» WHAT TO WORK ON
Every line below containing the word "drop" should be found and copied.

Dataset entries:

* * * * * * *

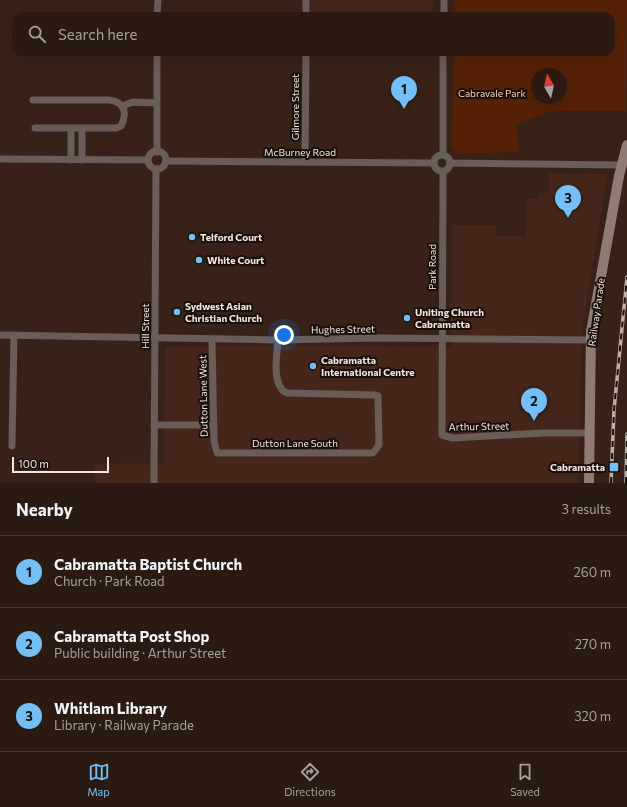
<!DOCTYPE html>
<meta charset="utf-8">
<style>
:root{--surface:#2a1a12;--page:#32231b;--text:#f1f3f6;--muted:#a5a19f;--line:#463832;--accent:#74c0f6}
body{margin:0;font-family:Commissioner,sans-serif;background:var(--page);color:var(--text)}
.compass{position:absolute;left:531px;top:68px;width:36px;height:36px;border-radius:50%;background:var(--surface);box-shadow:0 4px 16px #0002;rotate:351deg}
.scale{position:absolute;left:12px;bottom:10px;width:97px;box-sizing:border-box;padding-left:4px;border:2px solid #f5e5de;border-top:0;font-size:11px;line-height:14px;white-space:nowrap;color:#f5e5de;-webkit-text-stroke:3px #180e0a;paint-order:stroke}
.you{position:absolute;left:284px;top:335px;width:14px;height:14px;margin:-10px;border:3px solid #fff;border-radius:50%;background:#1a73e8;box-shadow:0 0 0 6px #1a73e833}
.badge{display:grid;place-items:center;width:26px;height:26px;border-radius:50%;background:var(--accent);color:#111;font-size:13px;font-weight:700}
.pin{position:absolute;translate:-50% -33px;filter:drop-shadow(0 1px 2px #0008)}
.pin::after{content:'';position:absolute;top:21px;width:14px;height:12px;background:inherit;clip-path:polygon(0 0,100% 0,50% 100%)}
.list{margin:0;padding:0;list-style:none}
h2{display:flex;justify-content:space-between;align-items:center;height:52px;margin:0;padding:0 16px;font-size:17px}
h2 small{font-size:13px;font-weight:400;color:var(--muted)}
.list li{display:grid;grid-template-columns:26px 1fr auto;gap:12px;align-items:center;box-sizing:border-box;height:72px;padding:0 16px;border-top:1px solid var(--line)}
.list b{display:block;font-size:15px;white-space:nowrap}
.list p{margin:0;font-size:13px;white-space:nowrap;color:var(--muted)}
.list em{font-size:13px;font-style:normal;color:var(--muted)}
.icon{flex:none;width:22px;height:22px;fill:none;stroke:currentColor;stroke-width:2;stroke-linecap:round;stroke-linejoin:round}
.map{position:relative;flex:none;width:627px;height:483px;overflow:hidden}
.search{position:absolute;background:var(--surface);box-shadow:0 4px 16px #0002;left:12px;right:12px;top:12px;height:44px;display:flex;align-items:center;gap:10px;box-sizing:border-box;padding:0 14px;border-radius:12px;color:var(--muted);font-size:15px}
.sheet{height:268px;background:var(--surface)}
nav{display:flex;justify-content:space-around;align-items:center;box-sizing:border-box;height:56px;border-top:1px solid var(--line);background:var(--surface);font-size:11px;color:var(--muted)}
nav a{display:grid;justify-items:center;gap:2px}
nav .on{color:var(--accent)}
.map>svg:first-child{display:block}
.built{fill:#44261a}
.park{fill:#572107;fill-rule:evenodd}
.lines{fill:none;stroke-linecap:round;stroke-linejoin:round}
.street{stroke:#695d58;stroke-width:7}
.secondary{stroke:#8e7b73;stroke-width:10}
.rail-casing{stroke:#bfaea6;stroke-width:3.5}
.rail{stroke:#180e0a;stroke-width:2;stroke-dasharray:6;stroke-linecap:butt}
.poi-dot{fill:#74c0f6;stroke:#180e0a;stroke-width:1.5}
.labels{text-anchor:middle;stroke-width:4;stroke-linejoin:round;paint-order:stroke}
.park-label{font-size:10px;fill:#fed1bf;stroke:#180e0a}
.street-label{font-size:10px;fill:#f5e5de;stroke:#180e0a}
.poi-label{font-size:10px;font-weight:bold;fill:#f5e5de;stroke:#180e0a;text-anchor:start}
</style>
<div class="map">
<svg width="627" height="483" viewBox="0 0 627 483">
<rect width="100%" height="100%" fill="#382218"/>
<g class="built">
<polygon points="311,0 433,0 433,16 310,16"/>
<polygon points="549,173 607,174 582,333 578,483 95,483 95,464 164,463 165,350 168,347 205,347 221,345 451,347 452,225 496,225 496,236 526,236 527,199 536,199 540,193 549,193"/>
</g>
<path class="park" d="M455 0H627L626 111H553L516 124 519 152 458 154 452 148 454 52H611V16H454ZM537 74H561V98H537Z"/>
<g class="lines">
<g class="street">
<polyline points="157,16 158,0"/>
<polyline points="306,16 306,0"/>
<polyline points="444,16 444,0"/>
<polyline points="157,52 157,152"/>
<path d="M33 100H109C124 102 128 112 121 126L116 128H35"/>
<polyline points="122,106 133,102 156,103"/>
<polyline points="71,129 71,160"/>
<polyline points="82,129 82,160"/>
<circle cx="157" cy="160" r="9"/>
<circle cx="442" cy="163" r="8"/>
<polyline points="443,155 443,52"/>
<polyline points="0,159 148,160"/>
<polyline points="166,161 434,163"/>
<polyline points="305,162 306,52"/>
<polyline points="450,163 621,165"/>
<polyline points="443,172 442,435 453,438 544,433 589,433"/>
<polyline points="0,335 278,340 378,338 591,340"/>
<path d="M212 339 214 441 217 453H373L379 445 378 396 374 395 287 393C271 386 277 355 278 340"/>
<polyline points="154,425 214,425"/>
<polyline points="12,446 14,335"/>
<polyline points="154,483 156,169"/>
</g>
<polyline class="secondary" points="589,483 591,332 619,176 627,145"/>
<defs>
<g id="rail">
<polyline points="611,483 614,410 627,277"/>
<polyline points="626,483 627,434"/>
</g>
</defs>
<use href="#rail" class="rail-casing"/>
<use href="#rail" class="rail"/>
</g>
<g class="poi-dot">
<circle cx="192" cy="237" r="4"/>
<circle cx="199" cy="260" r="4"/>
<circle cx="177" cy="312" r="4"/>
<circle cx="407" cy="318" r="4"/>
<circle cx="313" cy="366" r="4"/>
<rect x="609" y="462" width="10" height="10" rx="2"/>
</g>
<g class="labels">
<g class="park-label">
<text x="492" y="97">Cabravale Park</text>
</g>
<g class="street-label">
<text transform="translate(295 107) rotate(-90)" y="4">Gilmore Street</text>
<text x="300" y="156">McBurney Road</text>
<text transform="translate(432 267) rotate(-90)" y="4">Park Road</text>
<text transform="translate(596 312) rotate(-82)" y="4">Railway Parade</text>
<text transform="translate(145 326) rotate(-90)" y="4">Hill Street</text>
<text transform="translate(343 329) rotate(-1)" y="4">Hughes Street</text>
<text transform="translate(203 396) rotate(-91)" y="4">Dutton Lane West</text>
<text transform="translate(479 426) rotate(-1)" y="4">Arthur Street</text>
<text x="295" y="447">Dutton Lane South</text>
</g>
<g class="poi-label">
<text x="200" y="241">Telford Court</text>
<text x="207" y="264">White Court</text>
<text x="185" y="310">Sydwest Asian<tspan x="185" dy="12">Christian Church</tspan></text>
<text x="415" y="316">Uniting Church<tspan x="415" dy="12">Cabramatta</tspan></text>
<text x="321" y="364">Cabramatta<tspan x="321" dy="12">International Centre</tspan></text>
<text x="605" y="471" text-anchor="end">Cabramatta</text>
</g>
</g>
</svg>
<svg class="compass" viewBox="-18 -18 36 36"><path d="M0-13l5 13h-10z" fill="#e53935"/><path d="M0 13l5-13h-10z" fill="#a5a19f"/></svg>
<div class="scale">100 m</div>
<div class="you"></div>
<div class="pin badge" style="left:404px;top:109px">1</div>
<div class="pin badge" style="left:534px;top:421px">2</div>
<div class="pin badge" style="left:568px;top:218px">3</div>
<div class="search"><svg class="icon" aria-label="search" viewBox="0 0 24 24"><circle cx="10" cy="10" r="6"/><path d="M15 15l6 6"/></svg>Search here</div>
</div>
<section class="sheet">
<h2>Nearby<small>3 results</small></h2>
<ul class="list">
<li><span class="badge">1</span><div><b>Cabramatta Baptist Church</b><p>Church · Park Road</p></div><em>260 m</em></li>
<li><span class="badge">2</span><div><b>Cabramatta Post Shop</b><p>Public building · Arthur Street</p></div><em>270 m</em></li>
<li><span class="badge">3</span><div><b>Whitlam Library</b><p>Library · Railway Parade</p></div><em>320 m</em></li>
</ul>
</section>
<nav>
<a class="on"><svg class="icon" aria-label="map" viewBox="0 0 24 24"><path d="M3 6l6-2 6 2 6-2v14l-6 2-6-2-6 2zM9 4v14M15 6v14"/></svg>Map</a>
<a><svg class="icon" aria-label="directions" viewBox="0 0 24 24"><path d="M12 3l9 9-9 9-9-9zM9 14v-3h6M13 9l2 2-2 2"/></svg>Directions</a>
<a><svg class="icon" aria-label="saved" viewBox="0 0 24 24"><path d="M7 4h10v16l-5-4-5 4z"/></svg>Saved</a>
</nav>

* * * * * * *

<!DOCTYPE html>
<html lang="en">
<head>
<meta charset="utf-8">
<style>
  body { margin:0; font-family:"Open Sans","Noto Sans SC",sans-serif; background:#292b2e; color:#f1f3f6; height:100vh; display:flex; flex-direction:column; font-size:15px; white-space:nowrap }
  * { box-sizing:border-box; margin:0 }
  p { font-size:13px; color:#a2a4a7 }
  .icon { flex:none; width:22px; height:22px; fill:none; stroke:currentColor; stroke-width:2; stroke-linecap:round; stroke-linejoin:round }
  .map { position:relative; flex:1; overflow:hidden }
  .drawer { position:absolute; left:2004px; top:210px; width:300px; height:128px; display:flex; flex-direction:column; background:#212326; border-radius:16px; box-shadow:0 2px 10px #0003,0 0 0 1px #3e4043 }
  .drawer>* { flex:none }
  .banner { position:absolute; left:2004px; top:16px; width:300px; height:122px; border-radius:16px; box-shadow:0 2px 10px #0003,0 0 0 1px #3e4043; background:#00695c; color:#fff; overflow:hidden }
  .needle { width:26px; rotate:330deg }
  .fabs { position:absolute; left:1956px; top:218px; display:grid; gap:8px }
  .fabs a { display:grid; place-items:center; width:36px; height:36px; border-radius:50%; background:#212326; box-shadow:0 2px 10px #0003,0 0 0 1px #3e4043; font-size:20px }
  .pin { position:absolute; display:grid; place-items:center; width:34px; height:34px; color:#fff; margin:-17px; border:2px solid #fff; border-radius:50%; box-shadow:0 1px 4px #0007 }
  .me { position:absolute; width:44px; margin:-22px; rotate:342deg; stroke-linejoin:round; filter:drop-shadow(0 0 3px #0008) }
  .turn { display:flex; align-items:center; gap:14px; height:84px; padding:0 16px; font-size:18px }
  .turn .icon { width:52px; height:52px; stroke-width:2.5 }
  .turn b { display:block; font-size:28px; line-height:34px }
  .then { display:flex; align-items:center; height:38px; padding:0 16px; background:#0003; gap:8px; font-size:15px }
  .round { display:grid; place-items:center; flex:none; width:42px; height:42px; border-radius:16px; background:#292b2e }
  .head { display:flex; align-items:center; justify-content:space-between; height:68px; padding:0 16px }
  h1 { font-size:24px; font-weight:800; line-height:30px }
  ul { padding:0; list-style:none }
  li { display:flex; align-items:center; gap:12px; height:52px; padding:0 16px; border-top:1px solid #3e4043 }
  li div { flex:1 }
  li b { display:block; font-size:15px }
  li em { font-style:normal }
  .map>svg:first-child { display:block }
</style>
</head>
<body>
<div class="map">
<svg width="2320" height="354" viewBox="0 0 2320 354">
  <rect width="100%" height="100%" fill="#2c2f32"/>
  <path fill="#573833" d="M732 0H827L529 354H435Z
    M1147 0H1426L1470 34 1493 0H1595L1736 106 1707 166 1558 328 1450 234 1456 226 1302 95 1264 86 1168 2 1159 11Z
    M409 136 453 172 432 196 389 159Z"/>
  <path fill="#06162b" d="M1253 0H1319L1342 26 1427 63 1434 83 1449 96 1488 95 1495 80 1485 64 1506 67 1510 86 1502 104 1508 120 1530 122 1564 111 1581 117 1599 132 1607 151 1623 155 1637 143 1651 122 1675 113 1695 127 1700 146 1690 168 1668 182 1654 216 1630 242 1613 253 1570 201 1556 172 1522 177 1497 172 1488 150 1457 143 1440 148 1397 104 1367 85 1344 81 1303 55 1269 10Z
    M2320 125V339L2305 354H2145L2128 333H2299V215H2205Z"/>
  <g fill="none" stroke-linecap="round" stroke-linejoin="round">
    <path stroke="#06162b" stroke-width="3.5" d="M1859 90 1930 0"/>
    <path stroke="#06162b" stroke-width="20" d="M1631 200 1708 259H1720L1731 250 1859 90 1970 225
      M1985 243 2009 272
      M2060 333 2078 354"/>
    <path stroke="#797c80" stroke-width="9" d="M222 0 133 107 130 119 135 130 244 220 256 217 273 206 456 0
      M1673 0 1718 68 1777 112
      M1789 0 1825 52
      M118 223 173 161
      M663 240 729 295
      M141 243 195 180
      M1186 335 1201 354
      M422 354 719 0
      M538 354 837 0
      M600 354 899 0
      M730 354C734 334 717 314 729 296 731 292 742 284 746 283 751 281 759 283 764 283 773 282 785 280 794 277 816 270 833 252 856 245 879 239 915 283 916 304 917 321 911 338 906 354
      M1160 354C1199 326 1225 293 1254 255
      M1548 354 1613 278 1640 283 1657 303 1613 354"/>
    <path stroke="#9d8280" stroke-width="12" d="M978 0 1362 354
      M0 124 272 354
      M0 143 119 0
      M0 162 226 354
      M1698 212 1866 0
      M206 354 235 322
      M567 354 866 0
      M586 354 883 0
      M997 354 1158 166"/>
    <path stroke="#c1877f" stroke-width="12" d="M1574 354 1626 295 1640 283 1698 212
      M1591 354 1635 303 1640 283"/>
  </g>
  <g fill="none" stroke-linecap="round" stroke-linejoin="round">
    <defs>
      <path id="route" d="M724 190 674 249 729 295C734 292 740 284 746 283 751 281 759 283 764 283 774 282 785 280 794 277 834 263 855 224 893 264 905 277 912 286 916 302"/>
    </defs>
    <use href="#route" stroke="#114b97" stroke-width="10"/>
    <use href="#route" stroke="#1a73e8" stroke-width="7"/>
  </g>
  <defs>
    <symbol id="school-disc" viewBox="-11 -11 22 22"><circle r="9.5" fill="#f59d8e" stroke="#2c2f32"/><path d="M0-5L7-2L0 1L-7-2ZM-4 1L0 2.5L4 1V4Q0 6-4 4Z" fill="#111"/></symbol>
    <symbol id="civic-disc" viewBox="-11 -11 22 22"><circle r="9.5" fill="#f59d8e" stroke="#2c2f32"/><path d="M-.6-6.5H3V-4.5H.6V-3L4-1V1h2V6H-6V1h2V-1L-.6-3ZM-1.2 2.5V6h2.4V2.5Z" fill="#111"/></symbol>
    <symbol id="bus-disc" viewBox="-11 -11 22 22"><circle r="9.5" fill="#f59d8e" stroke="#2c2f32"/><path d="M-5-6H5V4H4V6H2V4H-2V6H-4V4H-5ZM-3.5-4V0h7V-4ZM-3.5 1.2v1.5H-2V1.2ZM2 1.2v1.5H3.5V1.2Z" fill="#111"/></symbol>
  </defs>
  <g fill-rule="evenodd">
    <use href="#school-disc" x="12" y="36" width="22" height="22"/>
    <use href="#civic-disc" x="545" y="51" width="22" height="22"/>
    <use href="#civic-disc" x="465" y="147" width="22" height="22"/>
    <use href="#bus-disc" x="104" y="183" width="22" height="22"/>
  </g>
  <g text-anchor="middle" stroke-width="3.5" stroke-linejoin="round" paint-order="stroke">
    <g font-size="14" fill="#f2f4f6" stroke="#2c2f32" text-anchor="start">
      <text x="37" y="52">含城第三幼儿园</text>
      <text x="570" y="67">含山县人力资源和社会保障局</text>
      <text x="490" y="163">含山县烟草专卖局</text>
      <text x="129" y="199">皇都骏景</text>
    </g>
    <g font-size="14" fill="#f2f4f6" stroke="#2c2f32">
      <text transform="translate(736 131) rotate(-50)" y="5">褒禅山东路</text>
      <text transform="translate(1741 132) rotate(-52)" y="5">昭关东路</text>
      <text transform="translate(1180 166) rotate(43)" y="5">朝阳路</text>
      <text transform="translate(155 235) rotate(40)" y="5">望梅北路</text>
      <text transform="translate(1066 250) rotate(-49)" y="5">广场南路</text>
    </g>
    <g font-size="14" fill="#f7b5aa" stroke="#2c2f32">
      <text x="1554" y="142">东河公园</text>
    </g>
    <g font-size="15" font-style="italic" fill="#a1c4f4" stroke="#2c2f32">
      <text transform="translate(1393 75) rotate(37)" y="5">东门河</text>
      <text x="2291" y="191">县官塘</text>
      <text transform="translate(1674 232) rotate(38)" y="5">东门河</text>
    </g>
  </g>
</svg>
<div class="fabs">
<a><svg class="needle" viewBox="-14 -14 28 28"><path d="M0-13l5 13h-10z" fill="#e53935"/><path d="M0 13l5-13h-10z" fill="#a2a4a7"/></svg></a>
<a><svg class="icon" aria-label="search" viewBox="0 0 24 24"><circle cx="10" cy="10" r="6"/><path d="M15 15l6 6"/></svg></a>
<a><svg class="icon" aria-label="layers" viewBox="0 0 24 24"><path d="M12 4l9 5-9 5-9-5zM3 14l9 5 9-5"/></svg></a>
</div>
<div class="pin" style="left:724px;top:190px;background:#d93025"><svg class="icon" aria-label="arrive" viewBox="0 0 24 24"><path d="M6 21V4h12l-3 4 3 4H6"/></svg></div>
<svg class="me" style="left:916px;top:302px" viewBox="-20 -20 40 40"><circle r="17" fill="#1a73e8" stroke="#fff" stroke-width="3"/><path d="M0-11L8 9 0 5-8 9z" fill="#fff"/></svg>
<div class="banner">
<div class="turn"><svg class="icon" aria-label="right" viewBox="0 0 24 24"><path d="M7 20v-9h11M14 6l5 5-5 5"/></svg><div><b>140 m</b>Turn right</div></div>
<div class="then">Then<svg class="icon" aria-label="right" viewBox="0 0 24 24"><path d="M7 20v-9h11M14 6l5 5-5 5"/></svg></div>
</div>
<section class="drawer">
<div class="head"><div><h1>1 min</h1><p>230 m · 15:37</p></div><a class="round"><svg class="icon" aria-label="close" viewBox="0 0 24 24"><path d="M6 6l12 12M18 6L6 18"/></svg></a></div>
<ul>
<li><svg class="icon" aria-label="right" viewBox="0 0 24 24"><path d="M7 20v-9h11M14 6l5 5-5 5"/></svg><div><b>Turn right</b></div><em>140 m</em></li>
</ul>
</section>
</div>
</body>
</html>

* * * * * * *

» ANSWER SECTION
.pin{position:absolute;translate:-50% -33px;filter:drop-shadow(0 1px 2px #0008)}
  .me { position:absolute; width:44px; margin:-22px; rotate:342deg; stroke-linejoin:round; filter:drop-shadow(0 0 3px #0008) }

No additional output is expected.